2.1. Detecting semantic shifts
With the appearance of Word2Vec (Mikolov et al., 2013a) and GloVe (Pennington et al., 2014), unsupervised methods have become increasingly popular as tools for generating vector representation of words. Notwithstanding the popularity of these vector representations, relatively few studies have attempted to compare embeddings generated from different corpora. The approaches closest to our approach are (Jatowt and Duh, 2014; Hamilton et al., 2016a). Jatowt and Duh (2014) create time-stamped word representations per decade, and use these to monitor semantic fluctuations over more than 400 years. Words are represented as high dimensional vectors in which the values indicate how often a word co-occurs in the close vicinity of the target word. Hamilton et al. (2016a)
use orthogonal Procrustes to align embeddings learned for different time-periods. They show that using a linear transformation is effective to find semantic shifts over time. Moreover, based on their proposed method for measuring semantic shifts over time, they propose two laws of semantic change. Similar to these works, other studies also tried to capture semantic shifts in the meaning of words over time(Kenter et al., 2015; Kulkarni et al., 2015; Hamilton et al., 2016b; Ho et al., 2016; Yao et al., 2017) and also in the meaning of loanwords (Takamura et al., 2017).
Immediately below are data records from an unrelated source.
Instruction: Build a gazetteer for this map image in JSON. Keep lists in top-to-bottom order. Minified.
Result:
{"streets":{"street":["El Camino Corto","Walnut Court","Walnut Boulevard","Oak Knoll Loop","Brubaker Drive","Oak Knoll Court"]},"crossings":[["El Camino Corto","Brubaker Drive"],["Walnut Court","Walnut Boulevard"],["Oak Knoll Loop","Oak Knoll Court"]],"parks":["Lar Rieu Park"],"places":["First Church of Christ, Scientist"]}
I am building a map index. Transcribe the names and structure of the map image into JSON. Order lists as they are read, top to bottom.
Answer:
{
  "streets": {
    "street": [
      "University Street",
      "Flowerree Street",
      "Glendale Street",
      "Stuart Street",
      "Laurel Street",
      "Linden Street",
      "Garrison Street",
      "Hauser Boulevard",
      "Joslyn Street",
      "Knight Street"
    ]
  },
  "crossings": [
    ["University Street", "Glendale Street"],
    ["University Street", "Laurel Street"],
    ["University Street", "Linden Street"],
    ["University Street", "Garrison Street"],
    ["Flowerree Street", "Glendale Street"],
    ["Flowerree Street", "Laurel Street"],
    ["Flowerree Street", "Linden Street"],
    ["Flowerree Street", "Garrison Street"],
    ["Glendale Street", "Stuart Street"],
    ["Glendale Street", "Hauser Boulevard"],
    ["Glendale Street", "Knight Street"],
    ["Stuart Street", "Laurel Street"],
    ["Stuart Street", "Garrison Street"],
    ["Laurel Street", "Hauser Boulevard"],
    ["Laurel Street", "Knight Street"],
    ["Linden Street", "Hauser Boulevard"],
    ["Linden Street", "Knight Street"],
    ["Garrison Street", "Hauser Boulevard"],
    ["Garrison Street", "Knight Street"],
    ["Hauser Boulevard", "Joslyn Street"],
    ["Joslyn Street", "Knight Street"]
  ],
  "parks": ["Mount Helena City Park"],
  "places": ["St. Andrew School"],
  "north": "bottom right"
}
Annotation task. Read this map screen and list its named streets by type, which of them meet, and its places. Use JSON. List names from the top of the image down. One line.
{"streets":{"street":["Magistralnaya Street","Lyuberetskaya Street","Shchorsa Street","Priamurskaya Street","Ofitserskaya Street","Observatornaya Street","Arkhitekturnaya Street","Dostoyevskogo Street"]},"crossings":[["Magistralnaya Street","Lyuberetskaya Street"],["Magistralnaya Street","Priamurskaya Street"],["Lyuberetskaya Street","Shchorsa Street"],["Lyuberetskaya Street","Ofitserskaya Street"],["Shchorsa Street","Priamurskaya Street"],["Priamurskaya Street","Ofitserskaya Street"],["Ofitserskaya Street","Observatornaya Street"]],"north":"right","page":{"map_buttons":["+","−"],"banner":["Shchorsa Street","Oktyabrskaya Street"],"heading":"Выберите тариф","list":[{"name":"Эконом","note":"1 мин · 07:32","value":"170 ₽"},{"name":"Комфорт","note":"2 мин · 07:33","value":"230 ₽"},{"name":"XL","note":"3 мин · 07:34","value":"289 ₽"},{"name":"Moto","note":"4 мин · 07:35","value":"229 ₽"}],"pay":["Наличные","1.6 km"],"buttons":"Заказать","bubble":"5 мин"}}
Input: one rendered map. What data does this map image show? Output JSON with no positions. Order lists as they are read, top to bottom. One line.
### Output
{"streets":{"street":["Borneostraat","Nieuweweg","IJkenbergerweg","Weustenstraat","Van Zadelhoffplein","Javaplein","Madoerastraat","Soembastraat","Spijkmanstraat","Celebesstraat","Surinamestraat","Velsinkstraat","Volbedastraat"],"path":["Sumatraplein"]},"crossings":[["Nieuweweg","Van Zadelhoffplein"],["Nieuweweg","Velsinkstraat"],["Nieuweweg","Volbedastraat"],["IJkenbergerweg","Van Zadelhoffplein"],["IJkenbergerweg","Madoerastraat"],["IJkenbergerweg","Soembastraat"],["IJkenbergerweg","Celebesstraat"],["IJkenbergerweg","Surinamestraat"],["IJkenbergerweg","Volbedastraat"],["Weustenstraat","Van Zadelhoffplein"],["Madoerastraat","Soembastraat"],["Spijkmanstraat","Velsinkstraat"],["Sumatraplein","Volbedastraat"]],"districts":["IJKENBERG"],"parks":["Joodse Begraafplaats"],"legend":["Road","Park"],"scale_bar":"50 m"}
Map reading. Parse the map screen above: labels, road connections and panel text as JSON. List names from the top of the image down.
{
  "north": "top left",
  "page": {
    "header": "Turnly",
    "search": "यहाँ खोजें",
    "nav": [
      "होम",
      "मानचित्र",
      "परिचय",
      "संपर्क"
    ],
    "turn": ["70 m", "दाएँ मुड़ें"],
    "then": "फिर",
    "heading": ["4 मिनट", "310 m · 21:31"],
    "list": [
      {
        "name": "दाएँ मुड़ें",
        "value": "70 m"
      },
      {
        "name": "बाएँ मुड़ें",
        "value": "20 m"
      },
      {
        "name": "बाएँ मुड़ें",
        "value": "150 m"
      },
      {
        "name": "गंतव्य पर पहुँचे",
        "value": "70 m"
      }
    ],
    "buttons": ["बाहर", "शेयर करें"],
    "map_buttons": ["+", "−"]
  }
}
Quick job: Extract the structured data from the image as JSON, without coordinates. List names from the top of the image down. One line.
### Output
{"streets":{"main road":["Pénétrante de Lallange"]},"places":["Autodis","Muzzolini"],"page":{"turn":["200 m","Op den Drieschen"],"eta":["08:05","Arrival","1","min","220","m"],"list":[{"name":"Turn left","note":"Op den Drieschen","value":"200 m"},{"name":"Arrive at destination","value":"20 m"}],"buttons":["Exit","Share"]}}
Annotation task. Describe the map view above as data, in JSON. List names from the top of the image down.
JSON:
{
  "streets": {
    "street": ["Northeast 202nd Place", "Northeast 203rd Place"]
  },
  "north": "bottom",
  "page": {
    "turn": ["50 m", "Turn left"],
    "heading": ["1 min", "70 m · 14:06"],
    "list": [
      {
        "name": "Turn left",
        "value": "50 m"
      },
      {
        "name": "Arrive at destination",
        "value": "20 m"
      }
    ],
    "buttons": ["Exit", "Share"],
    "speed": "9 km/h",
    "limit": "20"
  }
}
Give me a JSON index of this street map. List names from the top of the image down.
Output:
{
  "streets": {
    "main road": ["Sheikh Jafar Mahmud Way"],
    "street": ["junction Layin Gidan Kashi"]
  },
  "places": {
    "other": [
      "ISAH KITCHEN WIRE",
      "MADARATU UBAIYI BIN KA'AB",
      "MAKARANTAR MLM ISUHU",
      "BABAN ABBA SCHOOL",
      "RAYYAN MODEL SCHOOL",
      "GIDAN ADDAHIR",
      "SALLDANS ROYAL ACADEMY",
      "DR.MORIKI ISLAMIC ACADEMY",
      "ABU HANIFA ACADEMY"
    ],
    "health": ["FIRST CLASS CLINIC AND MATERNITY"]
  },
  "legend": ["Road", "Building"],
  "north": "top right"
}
An alternative to our embedding based approach would be to use of a direct high-dimensional representation of the co-occurring terms as in e.g., (Jatowt and Duh, 2014; Levy and Goldberg, 2014) which retains the dimensionality structure and allows a direct comparison across vector spaces. However, given that we want to detect semantic differences, it would be unrealistic to assume that all the dimensions mean the same in both corpora.
Another relevant line of study is monitoring and tracking events and topics over time (Huang et al., 2017; Vaca et al., 2014; Li et al., 2012). These approaches are aiming at detecting a set of topics and monitoring their change over time. Our approach is different than topic tracking methods as we do not restrict ourself to monitoring a limited set of topics. For evaluating the proposed approach, similar to previous work in detecting semantic shifts over time (Kenter et al., 2015; Kulkarni et al., 2015; Hamilton et al., 2016a, b; Jatowt and Duh, 2014), we select a small set of words whose meaning shifted and evaluate how the proposed approach is successful in detecting them.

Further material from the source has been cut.